Billions TELEVISION REVIEW

Witchdoctor Rating
  • 7/10
    - 7/10
7/10

Summary

ANDREW JOHNSTONE loves Paul Giamatti. Witchdoctor loves Paul Giamatti. Everyone should love Paul Giamatti. Read on to find out about his latest role…

CAPSULE REVIEW: Billions is based on the real-life battle between US Attorney Preet Bharara (Southern New York District) and fund manager Andrew Cohen. Bharara thought Cohen’s investment fund was a little too successful to be perfectly legitimate, and began looking deeper into the organisation. Multiple counts of insider trading and other corrupt dealings were discovered, and in 2015 Cohen’s SAC Investments coughed up $1.8 billion in fines. It was a sour victory for Bharara, as Cohen escaped prosecution despite Bharara’s belief that Cohen was neck deep into the deals for which numerous staff carried the can. But Billions is about much more than recreating Bharara and Cohen’s epic fight – it’s about ambition with Shakespearian aspirations. This is an epic production that almost works but for a few serious flaws that includes some seriously underwritten supporting parts and excessively florid dialogue. The leads are almost faultless (but then they have plenty to work with). The ever-reliable Paul Giamatti plays US Attorney Chuck Rhodes (Bharara) and Damien Lewis tackles Robbie Axelrod (Cohen), both to grand Machiavellian effect. Also a big nod to Maggie Siff as Chuck’s wife Wendy Rhoades, who gives it everything she’s got, and triumphs. With lesser actors at work this production would not have reached the heights it has. Compelling at times, tepid at others, it could have been a masterpiece. Shame it’s not.

 

Paul Giamatti! What an actor! But more of that later… Billions is a TV series based on the life and times of Preet Bharara, who was until recently the US Attorney of the Southern District of New York. Bharara was removed from his post in 2017 as new US President Trump sought to cleanse all Obama-era appointees from the room.

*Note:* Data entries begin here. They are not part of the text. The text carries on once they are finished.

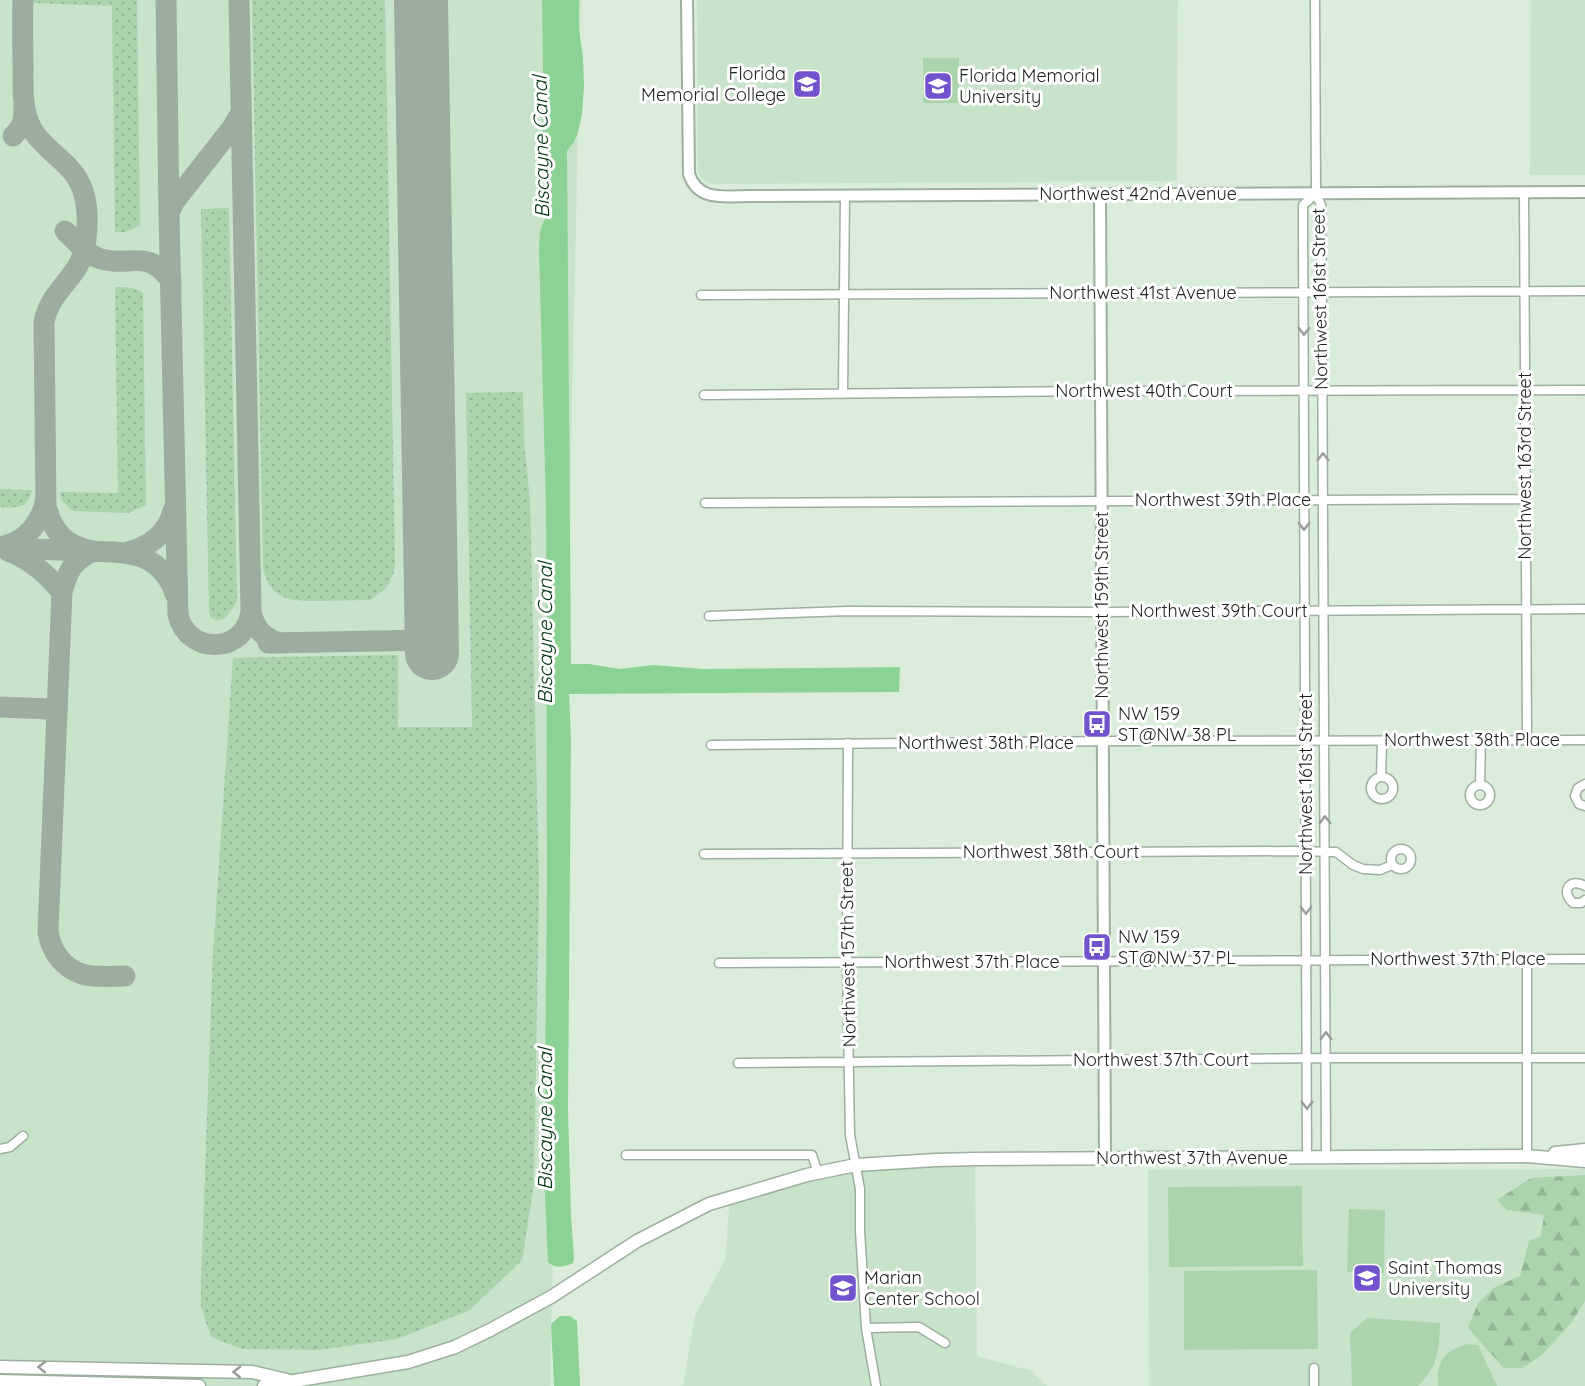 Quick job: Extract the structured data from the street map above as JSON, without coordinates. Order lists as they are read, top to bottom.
{
  "streets": {
    "main road": ["Northwest 37th Avenue"],
    "street": [
      "Northwest 42nd Avenue",
      "Northwest 41st Avenue",
      "Northwest 161st Street",
      "Northwest 40th Court",
      "Northwest 163rd Street",
      "Northwest 39th Place",
      "Northwest 159th Street",
      "Northwest 39th Court",
      "Northwest 38th Place",
      "Northwest 38th Court",
      "Northwest 157th Street",
      "Northwest 37th Place",
      "Northwest 37th Court"
    ]
  },
  "crossings": [
    ["Northwest 42nd Avenue", "Northwest 161st Street"],
    ["Northwest 42nd Avenue", "Northwest 163rd Street"],
    ["Northwest 42nd Avenue", "Northwest 159th Street"],
    ["Northwest 41st Avenue", "Northwest 161st Street"],
    ["Northwest 41st Avenue", "Northwest 163rd Street"],
    ["Northwest 41st Avenue", "Northwest 159th Street"],
    ["Northwest 161st Street", "Northwest 40th Court"],
    ["Northwest 161st Street", "Northwest 39th Place"],
    ["Northwest 161st Street", "Northwest 39th Court"],
    ["Northwest 161st Street", "Northwest 38th Place"],
    ["Northwest 161st Street", "Northwest 38th Court"],
    ["Northwest 161st Street", "Northwest 37th Place"],
    ["Northwest 161st Street", "Northwest 37th Court"],
    ["Northwest 161st Street", "Northwest 37th Avenue"],
    ["Northwest 40th Court", "Northwest 163rd Street"],
    ["Northwest 40th Court", "Northwest 159th Street"],
    ["Northwest 163rd Street", "Northwest 39th Place"],
    ["Northwest 163rd Street", "Northwest 39th Court"],
    ["Northwest 163rd Street", "Northwest 38th Place"],
    ["Northwest 39th Place", "Northwest 159th Street"],
    ["Northwest 159th Street", "Northwest 39th Court"],
    ["Northwest 159th Street", "Northwest 38th Place"],
    ["Northwest 159th Street", "Northwest 38th Court"],
    ["Northwest 159th Street", "Northwest 37th Place"],
    ["Northwest 159th Street", "Northwest 37th Court"],
    ["Northwest 159th Street", "Northwest 37th Avenue"],
    ["Northwest 38th Place", "Northwest 157th Street"],
    ["Northwest 38th Court", "Northwest 157th Street"],
    ["Northwest 157th Street", "Northwest 37th Place"],
    ["Northwest 157th Street", "Northwest 37th Court"],
    ["Northwest 157th Street", "Northwest 37th Avenue"]
  ],
  "water": ["Biscayne Canal"],
  "places": {
    "school or university": [
      "Florida Memorial College",
      "Florida Memorial University",
      "Saint Thomas University",
      "Marian Center School"
    ],
    "bus stop": ["NW 159 ST@NW 38 PL", "NW 159 ST@NW 37 PL"]
  }
}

This was no reflection on his work: as a Federal Attorney he had a phenomenally successful run prosecuting banks and hedge funds involved in corrupt activities and corporate crime.

He came unstuck only once when he tackled Steve Cohen (72nd richest man in the world) of SAC Capital. Bharara and Cohen fought a number of intense courtroom battles that ended with SAC paying fines of $1.8 billion for insider trading. Cohen was never convicted, but some of his traders were.

Billions is set in the morally obtuse world of capital management where Giamatti’s New York District Attorney Chuck Rhoades (Bharara) is on the trail of Damien Lewis’s Robbie ‘Axe’ Axelrod (Cohen), whose multi-billion dollar hedge fund Axe Capital (SAC) is looking a little too successful to be completely above board. Rhoades is interested in taking a closer look, but is well aware of Axelrod’s reputation for cunning and guile. Any moves are going to be carefully considered and well camouflaged.

So far it’s shaping up to be pretty standard Good Guy VS Corrupt Bad Guy sort of stuff, or is it? Cue the ancient Chinese game of Go, which is referenced enough by the writers to suggest that that their aspirations lie well beyond the show’s initial premise. According to Wikipedia, Go is complex adversarial game with more possibilities than the total number of atoms in the visible universe. That’s a big narrative ask, but I get their point.

With season two almost done, Billions is turning out to be far more than the sum of its initial parts. This show is a complex account of ambition and as we watch Chuck and Axe play out their cards so the lines between good and bad, right and wrong become increasingly blurred, there is never been any doubt about Axelrod’s lack of moral centre. As the episodes have wound on, Rhoades’ virtuous pretentions have become less solid, and quietly the good guy has morphed into something altogether more ambivalent and self-serving. It’s all very Machiavellian, and I wonder if the latter’s famous book about power and how to maintain it – The Prince – is an inspiration.

Charles Rhoades Sr (Jeffrey DeMunn, who nails the odious and scheming father with all the craft of the well seasoned actor he is) has devoted himself to grooming junior for higher office, and after the law career the goal is the governorship of New York State, then if all goes well, the US Presidency. But Chuck Jr is not just a puppet for his father’s ambition, he fully has his father’s number and is in all the way. His ambition is palpable. But he is not just ambitious, he is whip-smart with it. Chuck Rhoades Jr has a Go players perspective, and while others are playing the short game, he is playing the long one. His Achilles heels include a penchant for sadomasochism (a prominent story line in Season One that has largely been abandoned in Season Two) and his wife’s involvement with Axelrod. If he can keep all that neatly contained, he might be able to pull the big one off.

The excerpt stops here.